[Material provided Boundary: Start]

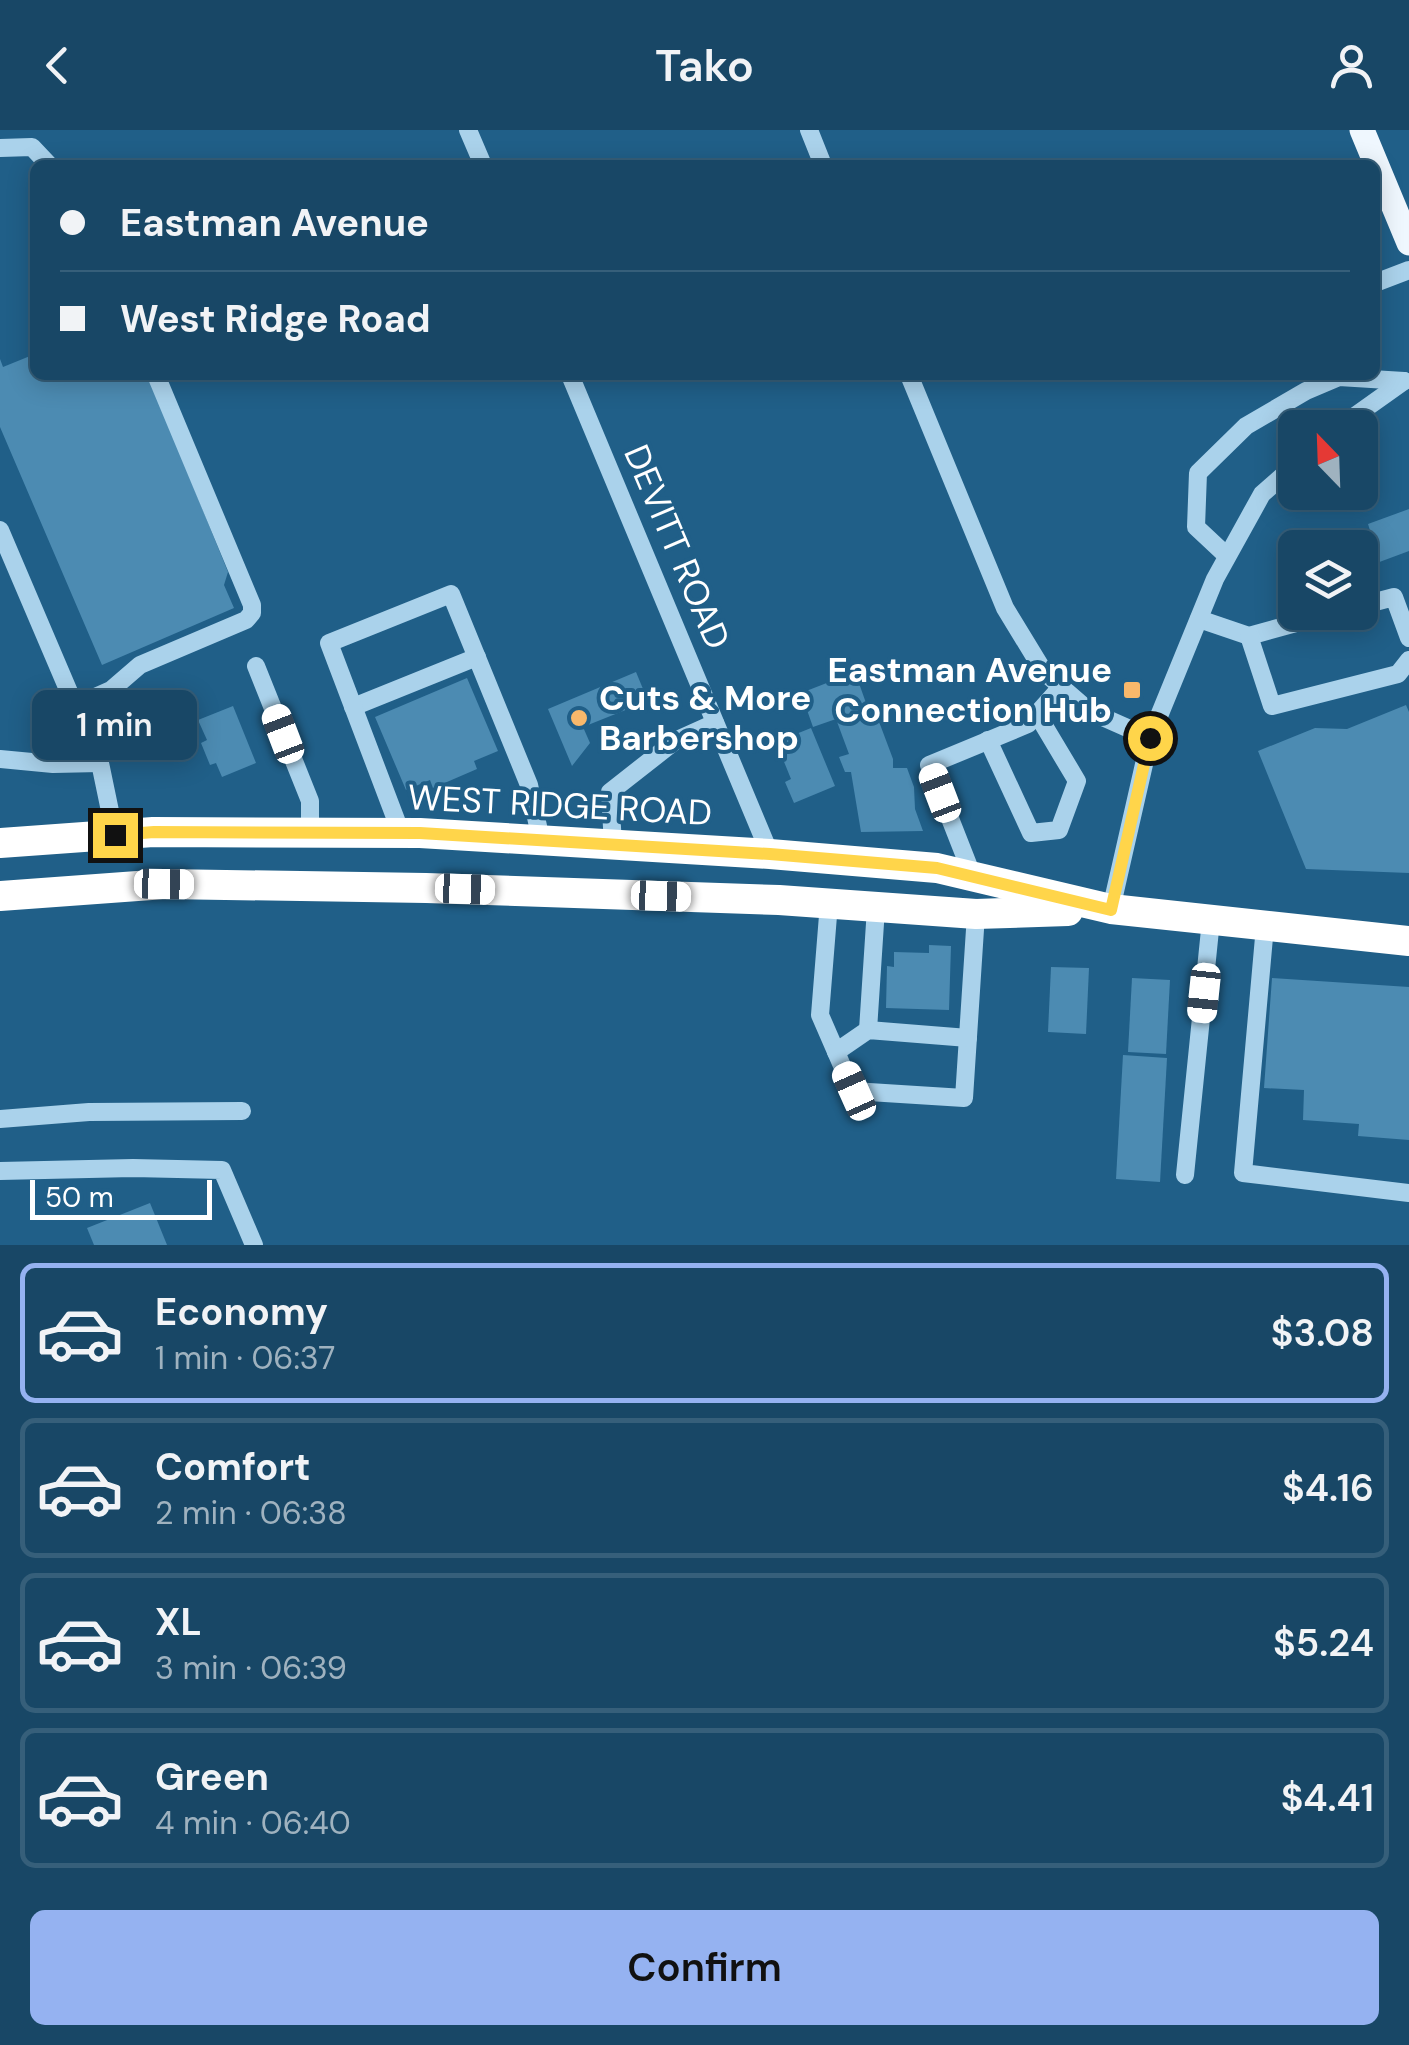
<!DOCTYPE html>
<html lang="en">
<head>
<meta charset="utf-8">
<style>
	:root { --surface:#184766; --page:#214e6c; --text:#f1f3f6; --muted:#9fb2bf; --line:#365f7a; --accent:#95b2f1 }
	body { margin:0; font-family:"DM Sans",sans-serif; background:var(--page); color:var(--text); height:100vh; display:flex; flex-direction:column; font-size:38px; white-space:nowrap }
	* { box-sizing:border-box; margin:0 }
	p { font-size:32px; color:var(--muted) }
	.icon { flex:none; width:55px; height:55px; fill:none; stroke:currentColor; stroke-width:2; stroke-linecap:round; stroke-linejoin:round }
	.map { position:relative; height:1115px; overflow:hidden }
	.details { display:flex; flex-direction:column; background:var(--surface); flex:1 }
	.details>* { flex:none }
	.hud { position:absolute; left:30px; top:30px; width:1350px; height:220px; border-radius:15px; box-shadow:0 5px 25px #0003,0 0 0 2px var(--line); display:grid; align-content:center; height:220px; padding:0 30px; background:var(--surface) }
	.needle { width:65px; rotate:337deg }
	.tools { position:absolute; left:1278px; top:280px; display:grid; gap:20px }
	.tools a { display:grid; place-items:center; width:100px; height:100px; border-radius:15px; background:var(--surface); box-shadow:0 5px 25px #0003,0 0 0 2px var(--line); font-size:50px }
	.scale { position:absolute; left:30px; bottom:25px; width:182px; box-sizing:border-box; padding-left:10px; border:5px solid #fff; border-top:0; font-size:28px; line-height:35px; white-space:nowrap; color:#fff; -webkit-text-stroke:8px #205f88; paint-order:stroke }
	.end { position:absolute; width:45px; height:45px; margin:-22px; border:12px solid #ffd54a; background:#111; box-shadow:0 0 0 5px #111 }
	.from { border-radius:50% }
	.bubble { position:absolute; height:70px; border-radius:15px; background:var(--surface); box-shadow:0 5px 25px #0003,0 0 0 2px var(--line); font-size:32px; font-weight:600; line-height:70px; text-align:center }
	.car { position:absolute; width:30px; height:60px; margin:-30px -15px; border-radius:12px; box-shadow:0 0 8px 2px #0007; background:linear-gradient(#fff 24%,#345 0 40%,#fff 0 76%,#345 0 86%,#fff 0) }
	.hud b { display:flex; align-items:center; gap:35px; height:95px; font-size:38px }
	.hud b+b { border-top:2px solid var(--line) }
	.hud i { width:25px; height:25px; background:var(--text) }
	ul { padding:18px 0 0; list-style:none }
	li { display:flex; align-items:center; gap:30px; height:140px; margin:0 20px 15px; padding:0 10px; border:5px solid var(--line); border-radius:15px }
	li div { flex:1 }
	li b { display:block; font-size:38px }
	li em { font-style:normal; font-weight:600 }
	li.on { border-color:var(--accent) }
	li>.icon { width:90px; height:90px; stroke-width:1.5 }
	.action { display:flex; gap:20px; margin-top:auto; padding:20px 30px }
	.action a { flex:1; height:115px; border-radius:15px; background:var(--accent); color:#111; font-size:40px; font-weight:600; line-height:115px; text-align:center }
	header { display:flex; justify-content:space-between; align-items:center; height:130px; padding:0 30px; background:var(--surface); font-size:45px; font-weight:600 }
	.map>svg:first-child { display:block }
	.building { fill:#4c8bb2 }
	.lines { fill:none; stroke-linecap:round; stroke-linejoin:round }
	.minor { stroke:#aad2eb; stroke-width:18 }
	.major { stroke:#eff7fe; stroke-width:25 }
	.highway { stroke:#fff; stroke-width:30 }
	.route { stroke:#ffd54a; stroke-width:12 }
	.poi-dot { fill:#f8b86b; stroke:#205f88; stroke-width:4 }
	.labels { text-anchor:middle; stroke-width:8; stroke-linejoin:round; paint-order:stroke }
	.street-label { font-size:35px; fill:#fff; stroke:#205f88 }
	.poi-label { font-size:35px; font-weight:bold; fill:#fff; stroke:#205f88; text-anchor:end }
</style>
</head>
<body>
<header><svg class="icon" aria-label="back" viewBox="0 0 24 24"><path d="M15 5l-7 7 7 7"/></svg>Tako<svg class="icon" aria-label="person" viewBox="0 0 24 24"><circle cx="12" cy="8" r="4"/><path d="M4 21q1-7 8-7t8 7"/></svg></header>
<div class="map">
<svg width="1409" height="1115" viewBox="0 0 1409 1115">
	<rect width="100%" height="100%" fill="#205f88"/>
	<g class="building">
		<polygon points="35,224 35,245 148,245 228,442 224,455 234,478 102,535 0,297 0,229 3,237"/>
		<polygon points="1409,379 1409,421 1366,437 1357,412 1372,407 1368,394"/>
		<polygon points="636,542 648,571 583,597 590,613 572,636 548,579"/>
		<polygon points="855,542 866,573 872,573 893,629 893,638 907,638 914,657 915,679 923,701 861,702 851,642 845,642 839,627 849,624 836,589 813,597 801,563"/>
		<polygon points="467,548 498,621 474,631 477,639 433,658 430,650 406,660 375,587"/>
		<polygon points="1406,575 1409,582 1409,743 1306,739 1258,621 1315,598 1347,599"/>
		<polygon points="233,576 256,633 222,647 216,633 210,635 201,613 207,610 198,590"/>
		<polygon points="160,583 174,616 136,632 122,600"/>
		<polygon points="811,598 835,656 794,673 785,652 791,649 776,612"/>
		<polygon points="929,815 951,816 949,880 886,878 887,836 894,837 894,822 929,823"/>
		<polygon points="1051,837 1089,838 1086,904 1048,902"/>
		<polygon points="1132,848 1170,850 1166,924 1128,922"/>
		<polygon points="1272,848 1409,857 1409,1010 1358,1006 1359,994 1303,990 1304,960 1264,958"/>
		<polygon points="1123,925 1167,928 1160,1052 1116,1049"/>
		<polygon points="150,1073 167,1115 94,1115 87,1098"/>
	</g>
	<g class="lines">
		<g class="minor">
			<polyline points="468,0 483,35"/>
			<polyline points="809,0 823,35"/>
			<polyline points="0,18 32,17 49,35"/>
			<polyline points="1375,153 1409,140"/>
			<polyline points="570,245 770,724"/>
			<polyline points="909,245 1005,478 1044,542 1089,581 1150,608"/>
			<polyline points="1338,298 1404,251"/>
			<polyline points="0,400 75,576"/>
			<polyline points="1227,426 1196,397 1198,343 1246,296 1306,261 1339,247 1404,251"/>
			<polyline points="1360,476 1394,467 1409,508"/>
			<polyline points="1199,489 1249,506 1336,482"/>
			<polyline points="1249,506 1272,576 1398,544 1409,530"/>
			<polyline points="256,536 310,671 310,702"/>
			<polyline points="353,577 477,527"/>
			<polyline points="988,610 1031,703 1059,700 1077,651 1037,584"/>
			<polyline points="0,629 53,634 100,633 75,576 111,560 140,535 246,490 252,483 252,475 156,245"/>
			<polyline points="100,633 115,705"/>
			<polyline points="401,703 329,513 451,464 529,655 541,710"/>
			<polyline points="613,715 610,662 675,611 715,593"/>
			<polyline points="973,747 929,635 1028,594 1061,557"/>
			<polyline points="829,773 820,885 853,961 964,968 976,784"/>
			<polyline points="1111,779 1150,608 1215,449 1262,364 1295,335"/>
			<polyline points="1265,796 1243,1043 1409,1063"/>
			<polyline points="868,900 876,778"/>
			<polyline points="836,922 868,900 968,908"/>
			<polyline points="0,989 89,982 242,981"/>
			<polyline points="0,1041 133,1038 222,1040 254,1115"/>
			<polyline points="1185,1045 1211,790"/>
		</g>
		<polyline class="major" points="1362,0 1409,113"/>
		<g class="highway">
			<polyline points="0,713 153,702 420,703 770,724 937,738 1111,779 1409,811"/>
			<polyline points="0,766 165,754 426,758 779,770 976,784 1068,781"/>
		</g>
	</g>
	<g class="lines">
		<polyline class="route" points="115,705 154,702 420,703 770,724 937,738 1111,780 1150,608"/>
	</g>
	<g class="poi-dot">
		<rect x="1122" y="550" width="20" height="20" rx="5"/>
		<circle cx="579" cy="588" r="10"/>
	</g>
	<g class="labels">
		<g class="street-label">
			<text transform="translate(677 417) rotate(67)" y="12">DEVITT ROAD</text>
			<text transform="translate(560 675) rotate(3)" y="12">WEST RIDGE ROAD</text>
		</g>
		<g class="poi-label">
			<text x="1112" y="552">Eastman Avenue<tspan x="1112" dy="40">Connection Hub</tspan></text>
			<text x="599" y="580" text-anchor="start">Cuts &amp; More<tspan x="599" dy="40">Barbershop</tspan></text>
		</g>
	</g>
</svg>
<div class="tools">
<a><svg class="needle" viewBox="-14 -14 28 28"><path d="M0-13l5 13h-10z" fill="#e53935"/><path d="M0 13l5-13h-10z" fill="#9fb2bf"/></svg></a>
<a><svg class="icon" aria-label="layers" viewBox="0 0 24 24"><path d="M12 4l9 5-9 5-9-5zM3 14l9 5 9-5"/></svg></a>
</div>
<div class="scale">50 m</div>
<i class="end from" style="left:1150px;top:608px"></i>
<i class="end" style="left:115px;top:705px"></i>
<div class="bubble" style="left:32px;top:560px;width:165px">1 min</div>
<i class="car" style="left:283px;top:604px;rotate:339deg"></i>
<i class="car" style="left:940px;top:663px;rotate:339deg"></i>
<i class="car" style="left:164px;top:754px;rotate:91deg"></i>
<i class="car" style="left:465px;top:759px;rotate:92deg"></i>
<i class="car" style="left:661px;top:766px;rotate:92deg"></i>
<i class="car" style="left:1204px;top:863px;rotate:186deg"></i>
<i class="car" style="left:854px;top:961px;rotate:336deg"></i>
<div class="hud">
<b><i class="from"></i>Eastman Avenue</b>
<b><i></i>West Ridge Road</b>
</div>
</div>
<section class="details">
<ul>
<li class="on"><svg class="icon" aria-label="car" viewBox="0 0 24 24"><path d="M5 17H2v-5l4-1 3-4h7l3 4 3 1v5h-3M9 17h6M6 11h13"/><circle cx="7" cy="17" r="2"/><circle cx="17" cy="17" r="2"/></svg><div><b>Economy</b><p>1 min · 06:37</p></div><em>$3.08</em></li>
<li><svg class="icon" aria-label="car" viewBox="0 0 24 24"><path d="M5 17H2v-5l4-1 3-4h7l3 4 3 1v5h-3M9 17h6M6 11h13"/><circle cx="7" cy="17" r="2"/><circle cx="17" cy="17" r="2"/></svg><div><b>Comfort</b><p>2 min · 06:38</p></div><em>$4.16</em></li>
<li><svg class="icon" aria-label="car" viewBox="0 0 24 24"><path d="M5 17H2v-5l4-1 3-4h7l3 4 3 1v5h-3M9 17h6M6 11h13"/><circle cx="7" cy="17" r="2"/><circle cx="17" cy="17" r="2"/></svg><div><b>XL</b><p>3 min · 06:39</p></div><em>$5.24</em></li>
<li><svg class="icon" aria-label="car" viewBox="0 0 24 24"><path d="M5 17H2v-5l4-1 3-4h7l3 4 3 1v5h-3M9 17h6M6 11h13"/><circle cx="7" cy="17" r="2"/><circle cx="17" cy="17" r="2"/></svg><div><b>Green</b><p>4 min · 06:40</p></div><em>$4.41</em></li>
</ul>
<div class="action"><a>Confirm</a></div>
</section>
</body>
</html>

[Material provided Boundary: End]

Problem: Copy each line from the entries above that has the word "bubble" in it.

Exercise response:
	.bubble { position:absolute; height:70px; border-radius:15px; background:var(--surface); box-shadow:0 5px 25px #0003,0 0 0 2px var(--line); font-size:32px; font-weight:600; line-height:70px; text-align:center }
<div class="bubble" style="left:32px;top:560px;width:165px">1 min</div>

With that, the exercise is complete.